- _Work instructions_
In the records below, the line with "function write(font, color, halo, rows, align" opens the range and the line with "M7,0h86l6,8 -55,41z" closes it; print that range exactly and nothing else.

*** Material to process ***

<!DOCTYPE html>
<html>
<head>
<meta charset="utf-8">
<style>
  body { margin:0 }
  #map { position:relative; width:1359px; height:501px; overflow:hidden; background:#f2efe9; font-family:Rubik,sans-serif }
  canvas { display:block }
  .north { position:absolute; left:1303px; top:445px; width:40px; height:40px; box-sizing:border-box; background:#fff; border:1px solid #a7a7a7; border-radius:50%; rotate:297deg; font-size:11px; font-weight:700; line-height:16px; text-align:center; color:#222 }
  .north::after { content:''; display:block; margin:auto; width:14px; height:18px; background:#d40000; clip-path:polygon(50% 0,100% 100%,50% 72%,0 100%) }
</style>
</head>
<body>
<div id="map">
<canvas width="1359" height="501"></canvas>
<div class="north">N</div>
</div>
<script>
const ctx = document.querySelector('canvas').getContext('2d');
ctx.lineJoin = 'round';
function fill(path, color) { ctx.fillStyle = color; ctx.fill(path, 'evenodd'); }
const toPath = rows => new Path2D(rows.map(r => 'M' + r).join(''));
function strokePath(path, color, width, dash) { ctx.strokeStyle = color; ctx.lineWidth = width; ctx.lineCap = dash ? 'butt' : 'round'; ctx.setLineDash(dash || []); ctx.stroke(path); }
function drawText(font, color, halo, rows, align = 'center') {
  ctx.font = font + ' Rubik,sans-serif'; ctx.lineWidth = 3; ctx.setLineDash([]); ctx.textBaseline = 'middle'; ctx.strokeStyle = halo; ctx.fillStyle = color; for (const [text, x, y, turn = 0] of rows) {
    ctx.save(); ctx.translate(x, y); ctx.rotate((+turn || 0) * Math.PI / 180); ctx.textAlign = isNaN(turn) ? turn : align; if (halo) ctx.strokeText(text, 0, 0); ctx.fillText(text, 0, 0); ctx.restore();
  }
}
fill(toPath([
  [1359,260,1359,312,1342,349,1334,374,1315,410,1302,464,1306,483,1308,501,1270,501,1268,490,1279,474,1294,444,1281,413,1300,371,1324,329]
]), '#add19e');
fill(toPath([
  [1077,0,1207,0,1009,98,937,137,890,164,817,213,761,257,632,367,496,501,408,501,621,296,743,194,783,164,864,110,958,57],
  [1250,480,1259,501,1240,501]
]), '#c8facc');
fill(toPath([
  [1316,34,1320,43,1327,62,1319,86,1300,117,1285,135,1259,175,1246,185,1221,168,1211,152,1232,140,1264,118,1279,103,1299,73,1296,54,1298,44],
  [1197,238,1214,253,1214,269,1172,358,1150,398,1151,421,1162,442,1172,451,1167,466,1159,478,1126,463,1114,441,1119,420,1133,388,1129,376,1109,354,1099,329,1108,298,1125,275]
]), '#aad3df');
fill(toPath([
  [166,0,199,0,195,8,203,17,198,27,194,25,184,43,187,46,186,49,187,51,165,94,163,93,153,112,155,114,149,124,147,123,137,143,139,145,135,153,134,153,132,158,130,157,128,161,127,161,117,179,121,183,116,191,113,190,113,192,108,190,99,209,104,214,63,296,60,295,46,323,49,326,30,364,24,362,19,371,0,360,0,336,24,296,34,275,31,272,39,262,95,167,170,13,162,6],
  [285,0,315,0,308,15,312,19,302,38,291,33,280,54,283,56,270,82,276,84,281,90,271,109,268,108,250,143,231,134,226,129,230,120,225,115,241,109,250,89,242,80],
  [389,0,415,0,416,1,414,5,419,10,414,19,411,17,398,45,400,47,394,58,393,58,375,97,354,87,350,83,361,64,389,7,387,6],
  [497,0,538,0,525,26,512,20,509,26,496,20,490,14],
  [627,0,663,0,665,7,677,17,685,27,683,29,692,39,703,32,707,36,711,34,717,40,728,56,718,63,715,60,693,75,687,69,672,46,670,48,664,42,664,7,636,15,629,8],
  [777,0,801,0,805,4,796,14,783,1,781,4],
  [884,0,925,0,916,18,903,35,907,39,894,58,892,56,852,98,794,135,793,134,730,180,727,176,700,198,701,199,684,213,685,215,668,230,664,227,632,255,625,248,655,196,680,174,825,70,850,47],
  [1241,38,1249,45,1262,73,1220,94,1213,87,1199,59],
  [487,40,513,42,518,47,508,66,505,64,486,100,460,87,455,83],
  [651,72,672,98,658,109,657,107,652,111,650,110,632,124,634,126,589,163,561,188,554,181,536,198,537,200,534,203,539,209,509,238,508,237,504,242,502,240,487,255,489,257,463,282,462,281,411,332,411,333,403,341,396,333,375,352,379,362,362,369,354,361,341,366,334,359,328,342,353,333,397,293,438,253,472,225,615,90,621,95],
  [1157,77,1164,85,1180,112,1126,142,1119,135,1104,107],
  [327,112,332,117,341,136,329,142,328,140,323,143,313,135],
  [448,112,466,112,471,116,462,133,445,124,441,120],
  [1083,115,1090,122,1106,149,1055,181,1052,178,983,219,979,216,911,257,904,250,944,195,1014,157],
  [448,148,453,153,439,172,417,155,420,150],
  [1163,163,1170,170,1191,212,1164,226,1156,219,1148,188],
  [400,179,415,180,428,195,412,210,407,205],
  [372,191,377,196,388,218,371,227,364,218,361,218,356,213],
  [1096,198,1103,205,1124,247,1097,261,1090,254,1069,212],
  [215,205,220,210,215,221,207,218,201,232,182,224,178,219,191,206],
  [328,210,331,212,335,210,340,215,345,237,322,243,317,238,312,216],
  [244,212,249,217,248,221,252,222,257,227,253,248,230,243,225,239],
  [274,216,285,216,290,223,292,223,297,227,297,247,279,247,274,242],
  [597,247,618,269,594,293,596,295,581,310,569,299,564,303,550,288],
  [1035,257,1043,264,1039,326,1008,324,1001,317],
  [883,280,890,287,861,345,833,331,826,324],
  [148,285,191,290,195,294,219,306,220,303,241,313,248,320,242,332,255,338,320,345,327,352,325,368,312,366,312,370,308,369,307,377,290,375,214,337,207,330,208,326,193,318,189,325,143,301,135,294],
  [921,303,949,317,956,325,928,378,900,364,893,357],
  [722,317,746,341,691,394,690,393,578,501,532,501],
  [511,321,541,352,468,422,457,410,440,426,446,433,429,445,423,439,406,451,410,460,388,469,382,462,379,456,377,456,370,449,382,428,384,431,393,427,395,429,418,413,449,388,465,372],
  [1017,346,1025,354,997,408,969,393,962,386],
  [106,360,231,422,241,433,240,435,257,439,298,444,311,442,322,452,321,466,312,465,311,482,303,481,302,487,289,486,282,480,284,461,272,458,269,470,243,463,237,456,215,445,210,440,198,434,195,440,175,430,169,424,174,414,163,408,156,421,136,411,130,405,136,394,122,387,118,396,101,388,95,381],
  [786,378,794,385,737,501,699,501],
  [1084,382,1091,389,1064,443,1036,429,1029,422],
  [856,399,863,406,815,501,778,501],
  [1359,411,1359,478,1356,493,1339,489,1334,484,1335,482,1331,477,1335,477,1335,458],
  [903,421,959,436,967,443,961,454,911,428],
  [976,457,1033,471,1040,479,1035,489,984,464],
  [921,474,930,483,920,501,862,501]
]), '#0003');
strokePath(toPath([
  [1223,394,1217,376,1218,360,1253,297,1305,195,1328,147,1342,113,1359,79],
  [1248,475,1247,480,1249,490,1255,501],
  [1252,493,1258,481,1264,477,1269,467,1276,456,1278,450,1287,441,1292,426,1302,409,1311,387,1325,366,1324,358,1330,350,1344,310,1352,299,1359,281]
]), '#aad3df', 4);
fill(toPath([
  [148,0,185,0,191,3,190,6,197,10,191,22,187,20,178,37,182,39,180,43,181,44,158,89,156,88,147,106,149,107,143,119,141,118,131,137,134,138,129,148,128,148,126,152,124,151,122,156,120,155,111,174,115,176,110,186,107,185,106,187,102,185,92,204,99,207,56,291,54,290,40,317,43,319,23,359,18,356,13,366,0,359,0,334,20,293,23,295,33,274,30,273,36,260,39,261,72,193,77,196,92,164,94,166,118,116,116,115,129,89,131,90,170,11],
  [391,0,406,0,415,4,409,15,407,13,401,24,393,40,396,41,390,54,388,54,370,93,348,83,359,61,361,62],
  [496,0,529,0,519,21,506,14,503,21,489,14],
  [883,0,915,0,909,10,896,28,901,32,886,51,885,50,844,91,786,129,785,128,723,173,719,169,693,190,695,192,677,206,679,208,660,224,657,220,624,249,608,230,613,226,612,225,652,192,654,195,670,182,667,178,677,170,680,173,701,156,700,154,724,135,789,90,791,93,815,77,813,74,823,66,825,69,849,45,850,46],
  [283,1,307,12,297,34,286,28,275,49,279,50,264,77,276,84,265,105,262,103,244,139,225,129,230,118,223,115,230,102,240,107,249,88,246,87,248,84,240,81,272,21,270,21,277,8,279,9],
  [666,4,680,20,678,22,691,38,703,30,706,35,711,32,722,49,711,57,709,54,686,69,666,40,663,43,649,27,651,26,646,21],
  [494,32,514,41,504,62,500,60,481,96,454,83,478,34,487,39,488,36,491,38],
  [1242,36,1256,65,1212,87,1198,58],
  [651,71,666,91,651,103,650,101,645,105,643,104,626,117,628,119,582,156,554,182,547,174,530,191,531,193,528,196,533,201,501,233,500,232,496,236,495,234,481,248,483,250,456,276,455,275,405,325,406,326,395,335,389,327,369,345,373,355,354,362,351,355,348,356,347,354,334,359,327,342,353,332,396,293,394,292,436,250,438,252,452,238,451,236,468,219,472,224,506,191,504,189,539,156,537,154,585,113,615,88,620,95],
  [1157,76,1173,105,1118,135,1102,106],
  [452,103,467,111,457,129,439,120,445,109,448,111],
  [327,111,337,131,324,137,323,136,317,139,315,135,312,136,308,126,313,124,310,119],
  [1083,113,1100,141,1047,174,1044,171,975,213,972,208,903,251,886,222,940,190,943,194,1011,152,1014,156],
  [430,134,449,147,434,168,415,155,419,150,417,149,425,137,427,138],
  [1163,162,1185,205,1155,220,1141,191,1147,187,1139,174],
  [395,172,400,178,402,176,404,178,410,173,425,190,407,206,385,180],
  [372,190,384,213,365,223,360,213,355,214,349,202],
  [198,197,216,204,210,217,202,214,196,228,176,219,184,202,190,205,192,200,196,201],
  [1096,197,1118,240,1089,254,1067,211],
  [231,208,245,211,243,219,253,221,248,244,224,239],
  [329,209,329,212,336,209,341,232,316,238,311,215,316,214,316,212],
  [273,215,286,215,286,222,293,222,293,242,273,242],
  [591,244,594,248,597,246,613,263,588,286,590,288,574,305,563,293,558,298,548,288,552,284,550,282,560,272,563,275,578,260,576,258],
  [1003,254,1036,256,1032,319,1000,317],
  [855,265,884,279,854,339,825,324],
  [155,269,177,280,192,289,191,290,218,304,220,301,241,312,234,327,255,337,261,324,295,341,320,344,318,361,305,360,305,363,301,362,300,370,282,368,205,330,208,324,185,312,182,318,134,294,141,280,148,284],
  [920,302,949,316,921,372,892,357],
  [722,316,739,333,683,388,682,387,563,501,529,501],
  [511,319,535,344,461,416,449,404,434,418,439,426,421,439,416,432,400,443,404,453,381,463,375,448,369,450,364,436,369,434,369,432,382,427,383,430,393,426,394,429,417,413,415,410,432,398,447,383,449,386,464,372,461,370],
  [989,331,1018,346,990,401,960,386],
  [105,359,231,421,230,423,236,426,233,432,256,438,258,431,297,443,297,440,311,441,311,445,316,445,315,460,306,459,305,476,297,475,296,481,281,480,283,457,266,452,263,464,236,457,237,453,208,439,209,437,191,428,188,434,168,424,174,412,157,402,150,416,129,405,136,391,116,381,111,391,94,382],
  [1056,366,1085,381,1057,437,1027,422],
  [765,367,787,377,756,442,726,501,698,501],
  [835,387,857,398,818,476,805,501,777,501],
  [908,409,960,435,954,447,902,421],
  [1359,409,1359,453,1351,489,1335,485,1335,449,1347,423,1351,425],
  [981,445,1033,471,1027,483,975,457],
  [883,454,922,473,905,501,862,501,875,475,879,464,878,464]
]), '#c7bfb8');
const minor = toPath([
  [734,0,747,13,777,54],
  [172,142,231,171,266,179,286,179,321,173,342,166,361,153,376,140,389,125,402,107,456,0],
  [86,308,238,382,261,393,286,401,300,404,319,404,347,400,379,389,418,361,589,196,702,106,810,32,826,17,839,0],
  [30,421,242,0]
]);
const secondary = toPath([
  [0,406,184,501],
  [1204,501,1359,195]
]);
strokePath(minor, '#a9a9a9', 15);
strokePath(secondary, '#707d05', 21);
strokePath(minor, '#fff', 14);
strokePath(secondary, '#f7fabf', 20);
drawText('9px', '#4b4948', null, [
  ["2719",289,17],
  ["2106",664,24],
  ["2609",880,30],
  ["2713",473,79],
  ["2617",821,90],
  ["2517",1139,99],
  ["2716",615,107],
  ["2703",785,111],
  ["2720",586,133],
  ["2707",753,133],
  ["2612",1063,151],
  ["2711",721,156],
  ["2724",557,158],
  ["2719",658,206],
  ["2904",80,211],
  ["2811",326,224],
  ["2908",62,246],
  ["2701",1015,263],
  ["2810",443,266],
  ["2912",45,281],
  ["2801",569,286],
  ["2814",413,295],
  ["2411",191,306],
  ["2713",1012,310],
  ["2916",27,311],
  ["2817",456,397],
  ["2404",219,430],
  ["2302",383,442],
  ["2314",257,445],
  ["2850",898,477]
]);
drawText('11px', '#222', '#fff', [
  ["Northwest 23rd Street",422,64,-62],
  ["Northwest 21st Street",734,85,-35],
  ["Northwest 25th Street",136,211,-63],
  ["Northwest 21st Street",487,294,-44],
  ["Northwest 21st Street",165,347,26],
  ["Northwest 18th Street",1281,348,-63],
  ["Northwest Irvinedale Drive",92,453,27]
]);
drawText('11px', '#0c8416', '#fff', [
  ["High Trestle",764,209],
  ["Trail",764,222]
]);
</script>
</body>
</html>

***
*** Material to process ***

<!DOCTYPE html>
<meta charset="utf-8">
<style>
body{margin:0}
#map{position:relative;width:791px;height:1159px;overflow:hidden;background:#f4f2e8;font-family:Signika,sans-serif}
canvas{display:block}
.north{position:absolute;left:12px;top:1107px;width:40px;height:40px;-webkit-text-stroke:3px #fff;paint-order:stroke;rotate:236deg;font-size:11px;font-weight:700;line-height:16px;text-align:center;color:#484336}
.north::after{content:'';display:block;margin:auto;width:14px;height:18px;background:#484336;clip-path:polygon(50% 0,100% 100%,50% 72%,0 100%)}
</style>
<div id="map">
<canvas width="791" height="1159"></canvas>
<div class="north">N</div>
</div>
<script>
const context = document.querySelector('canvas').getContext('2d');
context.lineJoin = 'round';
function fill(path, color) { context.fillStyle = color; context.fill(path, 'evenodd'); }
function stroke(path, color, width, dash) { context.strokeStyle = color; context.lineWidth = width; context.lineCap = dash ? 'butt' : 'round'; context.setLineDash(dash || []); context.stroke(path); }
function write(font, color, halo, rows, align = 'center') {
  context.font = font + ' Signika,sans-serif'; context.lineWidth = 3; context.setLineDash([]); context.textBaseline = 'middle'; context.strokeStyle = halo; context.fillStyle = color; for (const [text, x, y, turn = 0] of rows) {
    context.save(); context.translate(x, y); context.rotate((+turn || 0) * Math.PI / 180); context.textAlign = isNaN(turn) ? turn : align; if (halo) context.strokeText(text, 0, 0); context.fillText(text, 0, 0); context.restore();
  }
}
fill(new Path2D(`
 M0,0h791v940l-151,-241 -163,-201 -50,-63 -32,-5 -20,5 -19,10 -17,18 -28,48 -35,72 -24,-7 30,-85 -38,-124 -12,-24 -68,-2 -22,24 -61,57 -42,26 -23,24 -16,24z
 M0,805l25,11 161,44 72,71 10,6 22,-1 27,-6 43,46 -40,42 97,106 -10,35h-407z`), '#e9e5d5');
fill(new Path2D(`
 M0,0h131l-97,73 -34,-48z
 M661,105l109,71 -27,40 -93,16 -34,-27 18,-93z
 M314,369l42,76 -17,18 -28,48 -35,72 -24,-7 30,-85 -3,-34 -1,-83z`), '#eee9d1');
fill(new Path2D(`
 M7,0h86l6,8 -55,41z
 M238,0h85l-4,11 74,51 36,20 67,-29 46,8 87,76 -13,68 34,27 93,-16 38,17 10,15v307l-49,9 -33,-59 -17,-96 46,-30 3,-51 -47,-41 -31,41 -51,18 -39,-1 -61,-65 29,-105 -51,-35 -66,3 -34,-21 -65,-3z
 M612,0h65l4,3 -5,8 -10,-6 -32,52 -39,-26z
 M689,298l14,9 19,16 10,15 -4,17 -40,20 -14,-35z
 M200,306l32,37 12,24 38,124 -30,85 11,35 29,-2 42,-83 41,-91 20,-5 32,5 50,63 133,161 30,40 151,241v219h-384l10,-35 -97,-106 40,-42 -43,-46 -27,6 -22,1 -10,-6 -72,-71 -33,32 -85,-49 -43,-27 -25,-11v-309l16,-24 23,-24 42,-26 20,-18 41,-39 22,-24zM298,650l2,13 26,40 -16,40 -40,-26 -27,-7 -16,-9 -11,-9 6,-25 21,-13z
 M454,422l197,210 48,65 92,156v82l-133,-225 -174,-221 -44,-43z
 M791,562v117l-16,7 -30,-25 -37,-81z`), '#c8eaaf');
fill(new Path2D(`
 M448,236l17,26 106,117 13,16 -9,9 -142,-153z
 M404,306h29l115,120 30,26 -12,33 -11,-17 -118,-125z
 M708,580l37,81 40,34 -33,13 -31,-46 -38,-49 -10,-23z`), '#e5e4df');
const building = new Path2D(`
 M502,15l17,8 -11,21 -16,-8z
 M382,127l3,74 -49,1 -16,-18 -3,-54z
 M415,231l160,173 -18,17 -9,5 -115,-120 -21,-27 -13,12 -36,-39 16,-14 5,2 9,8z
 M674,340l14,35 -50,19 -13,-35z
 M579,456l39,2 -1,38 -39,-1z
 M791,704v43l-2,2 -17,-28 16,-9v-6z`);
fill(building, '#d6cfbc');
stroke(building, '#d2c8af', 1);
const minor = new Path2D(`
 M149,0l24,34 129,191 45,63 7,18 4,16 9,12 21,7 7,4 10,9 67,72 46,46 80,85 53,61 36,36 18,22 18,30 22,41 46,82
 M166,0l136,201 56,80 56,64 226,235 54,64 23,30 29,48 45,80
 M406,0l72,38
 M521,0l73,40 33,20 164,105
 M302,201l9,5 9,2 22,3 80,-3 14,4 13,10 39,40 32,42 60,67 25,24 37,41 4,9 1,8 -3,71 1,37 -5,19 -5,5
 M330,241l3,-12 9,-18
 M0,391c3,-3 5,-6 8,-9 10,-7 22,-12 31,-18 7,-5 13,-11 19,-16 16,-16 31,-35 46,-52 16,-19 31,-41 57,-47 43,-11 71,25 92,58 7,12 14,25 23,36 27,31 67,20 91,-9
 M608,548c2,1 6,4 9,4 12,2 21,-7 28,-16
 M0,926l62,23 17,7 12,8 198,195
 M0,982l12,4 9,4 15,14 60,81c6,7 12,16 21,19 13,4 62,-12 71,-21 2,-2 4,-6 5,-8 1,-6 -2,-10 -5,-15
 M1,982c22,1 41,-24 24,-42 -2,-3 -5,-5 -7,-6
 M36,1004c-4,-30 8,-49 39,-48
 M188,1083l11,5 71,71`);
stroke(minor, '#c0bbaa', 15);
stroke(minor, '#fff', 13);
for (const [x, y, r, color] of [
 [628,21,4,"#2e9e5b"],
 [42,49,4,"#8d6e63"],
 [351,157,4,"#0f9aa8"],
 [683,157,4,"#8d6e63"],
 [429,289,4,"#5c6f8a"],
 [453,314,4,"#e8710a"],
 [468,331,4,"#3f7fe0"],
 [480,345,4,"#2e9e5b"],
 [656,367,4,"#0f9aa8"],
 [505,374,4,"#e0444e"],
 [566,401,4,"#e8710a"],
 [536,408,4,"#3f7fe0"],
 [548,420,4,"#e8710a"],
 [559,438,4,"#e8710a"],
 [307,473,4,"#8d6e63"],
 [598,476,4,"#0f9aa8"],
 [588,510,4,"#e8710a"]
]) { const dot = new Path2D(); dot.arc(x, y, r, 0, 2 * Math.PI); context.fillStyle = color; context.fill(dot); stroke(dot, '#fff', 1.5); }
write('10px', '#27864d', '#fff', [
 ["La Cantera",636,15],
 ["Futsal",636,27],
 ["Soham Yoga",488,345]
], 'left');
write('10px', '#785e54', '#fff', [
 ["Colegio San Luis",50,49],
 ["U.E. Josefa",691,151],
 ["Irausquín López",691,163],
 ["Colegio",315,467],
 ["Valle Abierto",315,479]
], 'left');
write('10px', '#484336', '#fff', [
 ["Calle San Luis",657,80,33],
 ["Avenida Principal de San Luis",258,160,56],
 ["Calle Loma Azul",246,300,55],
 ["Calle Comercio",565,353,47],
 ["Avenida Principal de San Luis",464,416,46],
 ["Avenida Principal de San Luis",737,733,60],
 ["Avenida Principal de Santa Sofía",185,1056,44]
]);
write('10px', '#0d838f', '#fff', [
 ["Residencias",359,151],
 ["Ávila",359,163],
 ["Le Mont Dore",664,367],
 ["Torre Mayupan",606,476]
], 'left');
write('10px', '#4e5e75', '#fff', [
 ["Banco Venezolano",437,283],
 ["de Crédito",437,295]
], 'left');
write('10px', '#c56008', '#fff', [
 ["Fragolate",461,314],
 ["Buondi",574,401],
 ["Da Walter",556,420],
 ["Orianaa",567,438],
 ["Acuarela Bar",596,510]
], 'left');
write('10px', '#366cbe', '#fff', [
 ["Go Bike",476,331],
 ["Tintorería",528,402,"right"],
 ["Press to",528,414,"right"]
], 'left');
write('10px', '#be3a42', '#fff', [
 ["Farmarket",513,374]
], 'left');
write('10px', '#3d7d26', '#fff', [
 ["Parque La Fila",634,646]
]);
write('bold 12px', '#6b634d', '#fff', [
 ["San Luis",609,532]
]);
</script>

***

- _Exercise answer_
function write(font, color, halo, rows, align = 'center') {
  context.font = font + ' Signika,sans-serif'; context.lineWidth = 3; context.setLineDash([]); context.textBaseline = 'middle'; context.strokeStyle = halo; context.fillStyle = color; for (const [text, x, y, turn = 0] of rows) {
    context.save(); context.translate(x, y); context.rotate((+turn || 0) * Math.PI / 180); context.textAlign = isNaN(turn) ? turn : align; if (halo) context.strokeText(text, 0, 0); context.fillText(text, 0, 0); context.restore();
  }
}
fill(new Path2D(`
 M0,0h791v940l-151,-241 -163,-201 -50,-63 -32,-5 -20,5 -19,10 -17,18 -28,48 -35,72 -24,-7 30,-85 -38,-124 -12,-24 -68,-2 -22,24 -61,57 -42,26 -23,24 -16,24z
 M0,805l25,11 161,44 72,71 10,6 22,-1 27,-6 43,46 -40,42 97,106 -10,35h-407z`), '#e9e5d5');
fill(new Path2D(`
 M0,0h131l-97,73 -34,-48z
 M661,105l109,71 -27,40 -93,16 -34,-27 18,-93z
 M314,369l42,76 -17,18 -28,48 -35,72 -24,-7 30,-85 -3,-34 -1,-83z`), '#eee9d1');
fill(new Path2D(`
 M7,0h86l6,8 -55,41z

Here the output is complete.